Even if the Mona Lisa were sold for $60 billion (as the French tech executive Stephane Distinguin has advocated), Mr. Bezos could still theoretically afford it. Eating it might prove more difficult but it would really depend on Mr. Bezos’ stomach.
“You might get indigestion, but there is nothing stopping you under U.S. law from eating the Mona Lisa if you own it,” said Amy Adler, an art law expert and professor at the New York University School of Law. “We only protect works for the life of the artist, with a few minor exceptions, but that’s basically the rule under the Visual Artists Rights Act.”
In France, droits moraux, or “moral rights,” would typically protect an artwork from such an act. “Moral rights protect artists from the alteration, mutilation, or harm to their works that would be damaging to their reputation,” said Mr. Urice.
But Leonardo da Vinci’s works aren’t covered by them, Mr. Urice added. “The statute wasn’t enacted until the 19th century, and certain aspects of moral rights in France descend to heirs who can enforce them, but the statute would not be retroacted to the 16th century.”
Still, the hypothetical scenario of Mr.
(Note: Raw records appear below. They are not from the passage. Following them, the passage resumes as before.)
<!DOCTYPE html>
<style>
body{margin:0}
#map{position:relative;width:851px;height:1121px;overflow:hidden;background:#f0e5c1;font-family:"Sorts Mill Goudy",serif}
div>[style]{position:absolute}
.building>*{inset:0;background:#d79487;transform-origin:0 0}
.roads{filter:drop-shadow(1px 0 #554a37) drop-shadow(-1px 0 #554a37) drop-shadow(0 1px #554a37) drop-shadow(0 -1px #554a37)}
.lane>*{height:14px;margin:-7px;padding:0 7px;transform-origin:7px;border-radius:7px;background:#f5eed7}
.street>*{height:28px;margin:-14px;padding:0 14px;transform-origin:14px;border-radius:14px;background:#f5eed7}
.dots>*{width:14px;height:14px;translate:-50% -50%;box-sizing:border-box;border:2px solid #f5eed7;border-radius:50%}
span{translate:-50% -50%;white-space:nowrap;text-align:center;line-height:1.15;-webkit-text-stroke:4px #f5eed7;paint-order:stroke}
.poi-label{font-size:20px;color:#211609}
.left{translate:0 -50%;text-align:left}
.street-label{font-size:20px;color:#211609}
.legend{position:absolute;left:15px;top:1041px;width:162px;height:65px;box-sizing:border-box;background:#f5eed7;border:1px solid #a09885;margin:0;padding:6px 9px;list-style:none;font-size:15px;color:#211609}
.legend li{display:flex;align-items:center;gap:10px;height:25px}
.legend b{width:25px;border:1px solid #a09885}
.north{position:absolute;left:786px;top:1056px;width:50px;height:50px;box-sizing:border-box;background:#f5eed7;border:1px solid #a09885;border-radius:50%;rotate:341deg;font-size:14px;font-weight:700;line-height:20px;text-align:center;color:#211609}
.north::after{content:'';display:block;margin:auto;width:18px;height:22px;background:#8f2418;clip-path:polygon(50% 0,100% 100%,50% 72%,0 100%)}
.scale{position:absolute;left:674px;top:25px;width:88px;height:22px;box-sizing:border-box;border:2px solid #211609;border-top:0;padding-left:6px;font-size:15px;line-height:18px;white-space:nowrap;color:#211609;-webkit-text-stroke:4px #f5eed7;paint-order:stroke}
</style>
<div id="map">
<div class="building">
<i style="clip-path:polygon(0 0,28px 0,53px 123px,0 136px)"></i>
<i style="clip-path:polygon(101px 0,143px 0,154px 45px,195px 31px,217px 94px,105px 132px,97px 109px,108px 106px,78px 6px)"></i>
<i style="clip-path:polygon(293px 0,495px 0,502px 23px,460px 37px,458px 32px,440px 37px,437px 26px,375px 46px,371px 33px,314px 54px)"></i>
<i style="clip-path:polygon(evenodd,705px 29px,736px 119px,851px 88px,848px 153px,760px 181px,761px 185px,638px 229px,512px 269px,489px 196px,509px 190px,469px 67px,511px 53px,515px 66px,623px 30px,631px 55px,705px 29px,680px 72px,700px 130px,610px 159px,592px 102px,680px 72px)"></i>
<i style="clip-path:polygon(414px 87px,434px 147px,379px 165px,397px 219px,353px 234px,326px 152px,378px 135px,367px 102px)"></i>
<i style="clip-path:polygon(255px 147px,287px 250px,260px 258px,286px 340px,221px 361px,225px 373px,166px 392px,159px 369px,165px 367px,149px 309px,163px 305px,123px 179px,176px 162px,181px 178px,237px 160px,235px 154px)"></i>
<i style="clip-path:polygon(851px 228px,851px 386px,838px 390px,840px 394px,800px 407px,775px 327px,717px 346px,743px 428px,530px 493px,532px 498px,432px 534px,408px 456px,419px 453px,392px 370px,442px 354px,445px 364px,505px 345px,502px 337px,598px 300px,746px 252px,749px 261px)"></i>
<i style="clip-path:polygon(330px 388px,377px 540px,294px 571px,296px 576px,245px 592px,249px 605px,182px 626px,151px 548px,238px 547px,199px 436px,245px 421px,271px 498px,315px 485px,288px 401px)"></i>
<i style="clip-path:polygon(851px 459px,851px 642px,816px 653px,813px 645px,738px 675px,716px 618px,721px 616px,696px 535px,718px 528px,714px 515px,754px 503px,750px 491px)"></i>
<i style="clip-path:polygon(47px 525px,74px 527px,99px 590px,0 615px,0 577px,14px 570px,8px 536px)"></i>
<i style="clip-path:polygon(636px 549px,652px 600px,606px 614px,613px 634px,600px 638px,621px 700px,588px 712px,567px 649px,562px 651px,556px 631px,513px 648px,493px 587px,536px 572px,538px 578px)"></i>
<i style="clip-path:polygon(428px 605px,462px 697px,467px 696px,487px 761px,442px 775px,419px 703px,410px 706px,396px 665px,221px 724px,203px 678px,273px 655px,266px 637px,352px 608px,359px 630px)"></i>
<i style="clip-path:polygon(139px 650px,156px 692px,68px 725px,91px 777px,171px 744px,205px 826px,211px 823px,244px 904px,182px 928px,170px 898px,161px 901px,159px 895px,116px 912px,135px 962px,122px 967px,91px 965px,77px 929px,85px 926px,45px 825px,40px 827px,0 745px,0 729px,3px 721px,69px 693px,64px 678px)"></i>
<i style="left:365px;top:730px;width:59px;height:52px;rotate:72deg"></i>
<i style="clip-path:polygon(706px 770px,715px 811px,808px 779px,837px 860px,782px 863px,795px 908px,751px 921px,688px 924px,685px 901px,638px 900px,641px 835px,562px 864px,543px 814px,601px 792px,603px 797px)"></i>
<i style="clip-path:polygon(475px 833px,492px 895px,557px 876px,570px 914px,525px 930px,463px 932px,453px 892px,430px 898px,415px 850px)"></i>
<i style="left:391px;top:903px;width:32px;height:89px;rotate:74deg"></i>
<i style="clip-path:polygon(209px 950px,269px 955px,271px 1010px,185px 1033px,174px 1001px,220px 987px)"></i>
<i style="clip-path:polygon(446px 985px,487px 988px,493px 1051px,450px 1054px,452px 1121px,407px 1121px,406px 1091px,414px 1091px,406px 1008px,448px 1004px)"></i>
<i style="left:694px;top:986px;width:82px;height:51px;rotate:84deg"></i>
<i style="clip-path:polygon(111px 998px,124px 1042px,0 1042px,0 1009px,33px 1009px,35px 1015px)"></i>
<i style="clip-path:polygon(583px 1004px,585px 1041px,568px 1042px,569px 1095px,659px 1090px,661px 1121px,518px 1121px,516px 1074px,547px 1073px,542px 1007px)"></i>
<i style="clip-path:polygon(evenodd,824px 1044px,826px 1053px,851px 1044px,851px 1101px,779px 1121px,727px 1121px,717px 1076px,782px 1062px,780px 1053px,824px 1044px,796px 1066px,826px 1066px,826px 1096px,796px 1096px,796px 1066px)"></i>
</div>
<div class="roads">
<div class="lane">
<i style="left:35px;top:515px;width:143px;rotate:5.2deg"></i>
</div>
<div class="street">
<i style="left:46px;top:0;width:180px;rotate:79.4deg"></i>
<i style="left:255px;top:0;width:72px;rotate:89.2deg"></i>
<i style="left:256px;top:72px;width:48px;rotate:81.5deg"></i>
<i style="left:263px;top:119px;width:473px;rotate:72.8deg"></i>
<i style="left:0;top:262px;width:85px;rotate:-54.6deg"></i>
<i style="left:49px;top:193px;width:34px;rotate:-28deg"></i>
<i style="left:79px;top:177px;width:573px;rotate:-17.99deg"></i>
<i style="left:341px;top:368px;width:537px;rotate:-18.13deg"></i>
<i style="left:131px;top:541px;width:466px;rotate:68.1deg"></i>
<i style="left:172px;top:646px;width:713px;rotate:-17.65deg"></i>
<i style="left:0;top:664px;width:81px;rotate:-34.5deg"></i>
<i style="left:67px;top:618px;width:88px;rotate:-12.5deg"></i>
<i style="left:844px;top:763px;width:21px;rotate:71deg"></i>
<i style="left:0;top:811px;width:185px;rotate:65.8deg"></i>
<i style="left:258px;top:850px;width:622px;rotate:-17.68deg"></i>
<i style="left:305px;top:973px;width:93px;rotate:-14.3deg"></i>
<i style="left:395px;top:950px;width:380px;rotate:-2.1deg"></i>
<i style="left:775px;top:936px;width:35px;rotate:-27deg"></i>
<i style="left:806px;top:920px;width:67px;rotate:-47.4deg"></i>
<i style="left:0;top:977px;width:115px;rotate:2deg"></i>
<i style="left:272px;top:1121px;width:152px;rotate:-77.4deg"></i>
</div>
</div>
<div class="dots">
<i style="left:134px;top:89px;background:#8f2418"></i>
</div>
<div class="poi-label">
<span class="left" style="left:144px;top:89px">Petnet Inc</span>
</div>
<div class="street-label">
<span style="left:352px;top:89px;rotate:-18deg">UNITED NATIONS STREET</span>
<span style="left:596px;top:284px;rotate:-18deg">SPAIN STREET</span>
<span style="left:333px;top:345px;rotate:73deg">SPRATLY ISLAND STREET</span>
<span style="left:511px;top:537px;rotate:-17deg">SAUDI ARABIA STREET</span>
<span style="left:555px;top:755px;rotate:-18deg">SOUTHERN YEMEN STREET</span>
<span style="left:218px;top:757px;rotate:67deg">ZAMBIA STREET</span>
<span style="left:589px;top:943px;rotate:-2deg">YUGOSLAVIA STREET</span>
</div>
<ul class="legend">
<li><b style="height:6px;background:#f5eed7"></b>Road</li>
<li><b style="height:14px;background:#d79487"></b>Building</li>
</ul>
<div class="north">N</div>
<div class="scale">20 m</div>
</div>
Bezos buying and consuming the Mona Lisa would fit “within the tradition of destruction of art as a way of creating art,” Ms. Adler said.
For example, to create his 1953 work “Erased de Kooning Drawing,” Robert Rauschenberg spent a month erasing a Willem de Kooning drawing. “Here is an example of how art can emerge from the near destruction of a previous piece. The Rauschenberg work depends on the fact that he violated not a reproduction of a work but an original, and not just any original, but an original by Willem de Kooning,” Ms. Adler wrote in a paper titled “Against Moral Rights.”
Marcel Duchamp had his own version of satirizing the Mona Lisa. In 1919, fed up with the blind reverence to da Vinci’s most famous work, Duchamp purchased a print of the Mona Lisa and penciled on a mustache and goatee. He gave it the title “L.H.O.O.Q.” — which, when said aloud in French, essentially means “she has an attractive rear end.”
More recently, in 2019 at Art Basel Miami Beach, the New York artist David Datuna ate the banana in Maurizio Cattelan’s buzzy and high-priced “Comedian.” (He said that “it tasted like $120,000.”) Mr. Datuna also claimed that it wasn’t an act of vandalism, but a performance. “This is the first time where an artist eats the concept of another artist,” he said.
Whatever its artistic merit, the petition, Ms. Adler said, “captures the sentiment that Jeff Bezos can buy anything and make it his own” — including “the ultimate symbol of our shared public interest in art.” (Up next: the NFT version?)
Indeed Duchamp, who loved humor, might have signed the petition if he were alive today. After all, he once said: “Use a Rembrandt as an ironing board.”